- Assignment -
Repeat the stretch of entries below from the line with "position:absolute; translate:-50% -50%;" through the line with "display:flex; align-items:center; gap:18px;". Include both ends and add nothing.

Data shown: Begin

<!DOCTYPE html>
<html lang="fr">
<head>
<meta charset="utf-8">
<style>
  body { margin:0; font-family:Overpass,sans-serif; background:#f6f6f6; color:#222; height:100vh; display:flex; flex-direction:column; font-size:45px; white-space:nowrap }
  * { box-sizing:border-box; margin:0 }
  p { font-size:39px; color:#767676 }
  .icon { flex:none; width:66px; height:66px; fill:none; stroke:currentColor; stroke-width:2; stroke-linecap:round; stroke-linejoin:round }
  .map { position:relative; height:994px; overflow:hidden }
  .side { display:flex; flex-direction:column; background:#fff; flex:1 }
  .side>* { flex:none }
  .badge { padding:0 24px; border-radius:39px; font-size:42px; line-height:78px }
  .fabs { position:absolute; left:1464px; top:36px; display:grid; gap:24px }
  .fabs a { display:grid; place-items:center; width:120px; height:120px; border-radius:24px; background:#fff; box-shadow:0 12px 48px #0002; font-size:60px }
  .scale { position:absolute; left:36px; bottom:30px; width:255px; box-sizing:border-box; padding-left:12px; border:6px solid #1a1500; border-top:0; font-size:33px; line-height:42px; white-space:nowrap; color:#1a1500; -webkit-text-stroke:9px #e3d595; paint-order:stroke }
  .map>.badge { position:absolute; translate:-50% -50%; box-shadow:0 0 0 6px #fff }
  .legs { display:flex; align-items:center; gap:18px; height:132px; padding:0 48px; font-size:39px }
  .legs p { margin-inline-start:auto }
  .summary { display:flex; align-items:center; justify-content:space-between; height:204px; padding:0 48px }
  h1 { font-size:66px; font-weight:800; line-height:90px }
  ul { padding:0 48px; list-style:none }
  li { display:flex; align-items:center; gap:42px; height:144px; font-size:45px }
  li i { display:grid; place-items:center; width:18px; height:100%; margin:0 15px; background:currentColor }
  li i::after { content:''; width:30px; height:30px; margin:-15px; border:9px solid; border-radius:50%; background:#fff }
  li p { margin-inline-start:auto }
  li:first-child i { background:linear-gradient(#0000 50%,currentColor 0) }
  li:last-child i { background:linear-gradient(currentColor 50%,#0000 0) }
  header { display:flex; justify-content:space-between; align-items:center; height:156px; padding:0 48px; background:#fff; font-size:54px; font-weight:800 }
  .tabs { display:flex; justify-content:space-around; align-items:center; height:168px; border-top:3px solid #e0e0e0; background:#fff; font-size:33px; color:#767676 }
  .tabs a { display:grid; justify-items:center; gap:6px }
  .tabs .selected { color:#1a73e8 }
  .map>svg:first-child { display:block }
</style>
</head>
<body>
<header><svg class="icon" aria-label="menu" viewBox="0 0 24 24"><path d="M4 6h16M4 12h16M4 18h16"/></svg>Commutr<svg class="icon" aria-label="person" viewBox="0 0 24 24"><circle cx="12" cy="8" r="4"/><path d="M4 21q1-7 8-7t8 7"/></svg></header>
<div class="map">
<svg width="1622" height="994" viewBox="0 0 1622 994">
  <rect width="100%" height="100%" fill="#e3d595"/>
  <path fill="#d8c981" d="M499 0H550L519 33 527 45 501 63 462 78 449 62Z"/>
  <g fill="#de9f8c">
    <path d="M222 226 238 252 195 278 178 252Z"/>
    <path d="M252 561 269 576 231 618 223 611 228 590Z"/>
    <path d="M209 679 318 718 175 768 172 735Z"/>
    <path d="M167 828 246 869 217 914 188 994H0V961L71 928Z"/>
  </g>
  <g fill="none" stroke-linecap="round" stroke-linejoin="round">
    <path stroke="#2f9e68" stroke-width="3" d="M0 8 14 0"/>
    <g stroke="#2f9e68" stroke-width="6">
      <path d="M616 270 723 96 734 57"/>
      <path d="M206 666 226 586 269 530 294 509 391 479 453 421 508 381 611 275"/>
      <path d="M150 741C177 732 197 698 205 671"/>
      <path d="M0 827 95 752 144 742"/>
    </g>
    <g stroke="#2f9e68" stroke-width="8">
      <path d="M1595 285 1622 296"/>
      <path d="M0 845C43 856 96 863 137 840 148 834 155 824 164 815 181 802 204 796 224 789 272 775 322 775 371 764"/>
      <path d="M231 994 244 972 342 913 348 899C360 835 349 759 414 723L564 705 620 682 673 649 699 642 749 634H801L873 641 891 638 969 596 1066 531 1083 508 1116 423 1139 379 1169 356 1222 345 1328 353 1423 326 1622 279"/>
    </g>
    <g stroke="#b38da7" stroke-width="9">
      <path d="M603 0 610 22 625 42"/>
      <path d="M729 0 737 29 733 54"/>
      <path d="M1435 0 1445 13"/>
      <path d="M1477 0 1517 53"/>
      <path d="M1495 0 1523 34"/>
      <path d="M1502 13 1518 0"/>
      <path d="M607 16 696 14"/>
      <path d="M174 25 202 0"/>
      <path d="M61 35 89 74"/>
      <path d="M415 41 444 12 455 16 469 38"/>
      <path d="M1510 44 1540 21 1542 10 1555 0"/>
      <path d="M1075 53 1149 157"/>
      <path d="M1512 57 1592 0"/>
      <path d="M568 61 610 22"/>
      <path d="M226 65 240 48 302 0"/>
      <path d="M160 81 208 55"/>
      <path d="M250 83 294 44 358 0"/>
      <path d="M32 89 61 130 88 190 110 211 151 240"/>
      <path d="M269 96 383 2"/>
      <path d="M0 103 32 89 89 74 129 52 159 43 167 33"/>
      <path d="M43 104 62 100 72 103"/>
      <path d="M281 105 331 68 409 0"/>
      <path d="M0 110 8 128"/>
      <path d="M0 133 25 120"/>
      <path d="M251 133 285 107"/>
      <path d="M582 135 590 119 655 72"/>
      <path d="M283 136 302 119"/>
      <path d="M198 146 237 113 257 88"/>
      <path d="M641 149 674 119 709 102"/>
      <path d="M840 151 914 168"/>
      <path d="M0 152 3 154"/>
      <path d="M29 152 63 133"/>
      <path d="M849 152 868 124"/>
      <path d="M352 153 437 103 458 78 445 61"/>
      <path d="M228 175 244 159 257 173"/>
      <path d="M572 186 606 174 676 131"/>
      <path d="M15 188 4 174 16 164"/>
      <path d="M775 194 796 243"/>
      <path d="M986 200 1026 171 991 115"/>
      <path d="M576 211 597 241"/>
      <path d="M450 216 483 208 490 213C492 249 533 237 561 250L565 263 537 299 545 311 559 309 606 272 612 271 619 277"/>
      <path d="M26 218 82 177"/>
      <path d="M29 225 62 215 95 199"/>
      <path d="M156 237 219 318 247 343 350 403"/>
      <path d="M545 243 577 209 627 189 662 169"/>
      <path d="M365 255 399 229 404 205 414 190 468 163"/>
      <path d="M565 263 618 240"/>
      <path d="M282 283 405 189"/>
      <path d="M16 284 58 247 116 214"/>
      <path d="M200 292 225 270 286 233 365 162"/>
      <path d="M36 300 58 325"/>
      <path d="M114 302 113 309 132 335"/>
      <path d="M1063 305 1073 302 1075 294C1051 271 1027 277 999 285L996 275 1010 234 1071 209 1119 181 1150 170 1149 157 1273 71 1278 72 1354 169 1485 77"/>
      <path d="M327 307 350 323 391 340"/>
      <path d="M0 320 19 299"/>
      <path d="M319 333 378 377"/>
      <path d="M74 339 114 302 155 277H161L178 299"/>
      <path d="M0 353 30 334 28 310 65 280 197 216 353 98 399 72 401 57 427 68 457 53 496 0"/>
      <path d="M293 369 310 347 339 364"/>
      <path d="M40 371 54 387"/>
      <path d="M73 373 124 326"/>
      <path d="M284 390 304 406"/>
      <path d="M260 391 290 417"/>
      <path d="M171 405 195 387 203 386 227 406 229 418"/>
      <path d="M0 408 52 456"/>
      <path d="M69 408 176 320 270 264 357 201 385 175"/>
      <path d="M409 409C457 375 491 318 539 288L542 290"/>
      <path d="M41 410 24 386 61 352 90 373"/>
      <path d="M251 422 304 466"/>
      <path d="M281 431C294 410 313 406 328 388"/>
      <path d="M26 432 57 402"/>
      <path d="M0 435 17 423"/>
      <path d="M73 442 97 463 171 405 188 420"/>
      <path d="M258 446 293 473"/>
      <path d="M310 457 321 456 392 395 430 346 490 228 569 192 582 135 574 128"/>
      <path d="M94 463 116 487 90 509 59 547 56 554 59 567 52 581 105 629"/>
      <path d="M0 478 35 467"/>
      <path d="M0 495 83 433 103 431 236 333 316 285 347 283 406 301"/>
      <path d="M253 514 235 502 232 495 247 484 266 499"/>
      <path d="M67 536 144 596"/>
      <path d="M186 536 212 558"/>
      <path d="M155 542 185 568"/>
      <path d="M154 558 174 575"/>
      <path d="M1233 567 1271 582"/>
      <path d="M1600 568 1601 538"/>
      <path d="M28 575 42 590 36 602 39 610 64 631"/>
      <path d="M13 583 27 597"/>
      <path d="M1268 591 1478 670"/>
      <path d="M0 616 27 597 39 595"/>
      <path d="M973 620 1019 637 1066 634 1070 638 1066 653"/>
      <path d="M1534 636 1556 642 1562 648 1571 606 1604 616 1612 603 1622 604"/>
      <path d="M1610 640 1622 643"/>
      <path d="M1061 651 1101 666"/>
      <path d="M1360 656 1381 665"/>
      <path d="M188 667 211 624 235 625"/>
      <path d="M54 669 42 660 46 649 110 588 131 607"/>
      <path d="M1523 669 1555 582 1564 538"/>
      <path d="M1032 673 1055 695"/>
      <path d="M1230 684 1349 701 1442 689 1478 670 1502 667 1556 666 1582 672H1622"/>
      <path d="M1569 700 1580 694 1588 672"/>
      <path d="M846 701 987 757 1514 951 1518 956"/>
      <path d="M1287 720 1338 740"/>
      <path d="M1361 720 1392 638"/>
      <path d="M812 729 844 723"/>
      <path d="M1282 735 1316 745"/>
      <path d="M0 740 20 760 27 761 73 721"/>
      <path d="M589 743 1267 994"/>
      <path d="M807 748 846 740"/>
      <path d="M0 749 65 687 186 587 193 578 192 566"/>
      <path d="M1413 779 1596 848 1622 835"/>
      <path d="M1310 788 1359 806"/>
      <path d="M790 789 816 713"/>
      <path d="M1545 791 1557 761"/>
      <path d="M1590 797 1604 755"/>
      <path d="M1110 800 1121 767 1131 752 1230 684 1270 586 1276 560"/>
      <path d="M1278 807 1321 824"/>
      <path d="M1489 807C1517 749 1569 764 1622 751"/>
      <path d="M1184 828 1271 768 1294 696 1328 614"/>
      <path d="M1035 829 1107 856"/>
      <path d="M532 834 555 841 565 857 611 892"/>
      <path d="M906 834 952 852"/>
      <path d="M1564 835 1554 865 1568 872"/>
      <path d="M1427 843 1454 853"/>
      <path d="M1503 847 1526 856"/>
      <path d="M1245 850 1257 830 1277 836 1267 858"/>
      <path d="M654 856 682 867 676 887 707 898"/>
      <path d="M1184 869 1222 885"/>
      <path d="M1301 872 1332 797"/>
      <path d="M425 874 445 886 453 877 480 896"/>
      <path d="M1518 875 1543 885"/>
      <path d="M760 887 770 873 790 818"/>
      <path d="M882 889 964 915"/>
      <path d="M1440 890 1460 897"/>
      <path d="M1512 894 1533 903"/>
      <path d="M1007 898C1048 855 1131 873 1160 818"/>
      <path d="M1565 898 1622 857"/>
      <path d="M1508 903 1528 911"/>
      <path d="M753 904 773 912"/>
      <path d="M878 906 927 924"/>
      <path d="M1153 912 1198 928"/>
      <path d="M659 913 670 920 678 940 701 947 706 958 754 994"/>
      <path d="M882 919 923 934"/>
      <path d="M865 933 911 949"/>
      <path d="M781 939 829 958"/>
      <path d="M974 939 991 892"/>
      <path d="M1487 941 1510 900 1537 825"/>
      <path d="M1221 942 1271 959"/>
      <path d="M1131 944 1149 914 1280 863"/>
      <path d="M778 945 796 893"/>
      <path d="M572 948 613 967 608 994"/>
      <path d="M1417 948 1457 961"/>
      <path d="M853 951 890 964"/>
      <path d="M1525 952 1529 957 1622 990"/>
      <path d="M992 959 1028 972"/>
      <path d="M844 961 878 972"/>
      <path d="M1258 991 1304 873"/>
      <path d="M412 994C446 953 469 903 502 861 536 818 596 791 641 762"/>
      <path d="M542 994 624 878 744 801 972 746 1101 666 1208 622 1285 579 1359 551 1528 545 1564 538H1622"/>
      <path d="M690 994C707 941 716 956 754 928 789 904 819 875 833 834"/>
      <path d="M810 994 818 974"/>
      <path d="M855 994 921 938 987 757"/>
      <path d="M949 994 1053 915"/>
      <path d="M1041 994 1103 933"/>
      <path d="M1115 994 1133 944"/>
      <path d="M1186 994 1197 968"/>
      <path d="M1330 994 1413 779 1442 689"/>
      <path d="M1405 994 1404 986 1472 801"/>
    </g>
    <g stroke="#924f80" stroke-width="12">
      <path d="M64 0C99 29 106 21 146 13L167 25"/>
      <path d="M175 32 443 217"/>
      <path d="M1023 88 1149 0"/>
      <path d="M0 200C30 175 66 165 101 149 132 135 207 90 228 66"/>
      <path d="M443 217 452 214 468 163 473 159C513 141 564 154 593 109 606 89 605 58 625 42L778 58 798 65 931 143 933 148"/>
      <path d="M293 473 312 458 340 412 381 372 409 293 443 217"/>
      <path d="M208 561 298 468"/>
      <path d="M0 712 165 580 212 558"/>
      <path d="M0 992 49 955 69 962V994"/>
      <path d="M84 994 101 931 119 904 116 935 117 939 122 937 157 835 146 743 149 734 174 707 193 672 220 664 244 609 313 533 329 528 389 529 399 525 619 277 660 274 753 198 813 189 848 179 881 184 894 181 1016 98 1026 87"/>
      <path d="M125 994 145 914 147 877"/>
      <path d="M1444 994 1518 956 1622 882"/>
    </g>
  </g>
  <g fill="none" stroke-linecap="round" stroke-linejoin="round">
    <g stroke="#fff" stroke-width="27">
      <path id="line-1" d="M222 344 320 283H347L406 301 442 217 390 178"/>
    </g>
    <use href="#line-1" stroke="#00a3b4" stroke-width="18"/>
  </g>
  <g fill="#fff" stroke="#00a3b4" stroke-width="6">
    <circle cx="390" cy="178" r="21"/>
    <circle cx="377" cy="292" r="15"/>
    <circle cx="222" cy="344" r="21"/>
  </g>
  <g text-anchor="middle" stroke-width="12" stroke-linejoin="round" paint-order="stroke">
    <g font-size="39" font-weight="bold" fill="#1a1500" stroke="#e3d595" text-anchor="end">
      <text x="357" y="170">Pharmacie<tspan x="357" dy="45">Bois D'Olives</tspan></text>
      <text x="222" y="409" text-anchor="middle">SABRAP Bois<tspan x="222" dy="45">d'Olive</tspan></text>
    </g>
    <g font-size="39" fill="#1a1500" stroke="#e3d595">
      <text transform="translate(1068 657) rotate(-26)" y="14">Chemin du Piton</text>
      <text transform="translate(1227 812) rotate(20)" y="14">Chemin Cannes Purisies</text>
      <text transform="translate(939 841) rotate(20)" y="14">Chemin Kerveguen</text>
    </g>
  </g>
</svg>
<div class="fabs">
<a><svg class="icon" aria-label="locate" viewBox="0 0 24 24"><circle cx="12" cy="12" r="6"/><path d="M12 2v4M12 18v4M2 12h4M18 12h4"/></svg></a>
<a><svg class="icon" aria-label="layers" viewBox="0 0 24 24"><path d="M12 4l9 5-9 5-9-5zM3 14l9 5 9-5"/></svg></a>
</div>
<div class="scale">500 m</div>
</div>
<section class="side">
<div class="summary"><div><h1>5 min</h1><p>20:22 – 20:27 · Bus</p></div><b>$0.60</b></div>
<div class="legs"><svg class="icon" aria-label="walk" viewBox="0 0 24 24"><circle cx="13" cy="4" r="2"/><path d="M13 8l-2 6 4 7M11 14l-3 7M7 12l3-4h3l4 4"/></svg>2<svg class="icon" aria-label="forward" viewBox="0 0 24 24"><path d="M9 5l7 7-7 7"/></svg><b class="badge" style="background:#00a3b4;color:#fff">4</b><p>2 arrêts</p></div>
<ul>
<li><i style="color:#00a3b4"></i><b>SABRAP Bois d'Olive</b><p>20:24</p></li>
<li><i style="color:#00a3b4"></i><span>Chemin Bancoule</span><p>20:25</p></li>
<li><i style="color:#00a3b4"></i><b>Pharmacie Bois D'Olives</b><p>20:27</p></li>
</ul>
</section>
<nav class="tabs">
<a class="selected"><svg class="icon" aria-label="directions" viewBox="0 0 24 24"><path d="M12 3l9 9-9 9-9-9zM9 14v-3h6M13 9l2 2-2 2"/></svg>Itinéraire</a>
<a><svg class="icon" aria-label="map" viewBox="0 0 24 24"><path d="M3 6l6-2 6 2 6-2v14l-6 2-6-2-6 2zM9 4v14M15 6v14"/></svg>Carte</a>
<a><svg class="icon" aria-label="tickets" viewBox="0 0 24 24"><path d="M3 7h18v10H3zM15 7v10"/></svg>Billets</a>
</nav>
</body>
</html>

Data shown: End

- Reply -
  .map>.badge { position:absolute; translate:-50% -50%; box-shadow:0 0 0 6px #fff }
  .legs { display:flex; align-items:center; gap:18px; height:132px; padding:0 48px; font-size:39px }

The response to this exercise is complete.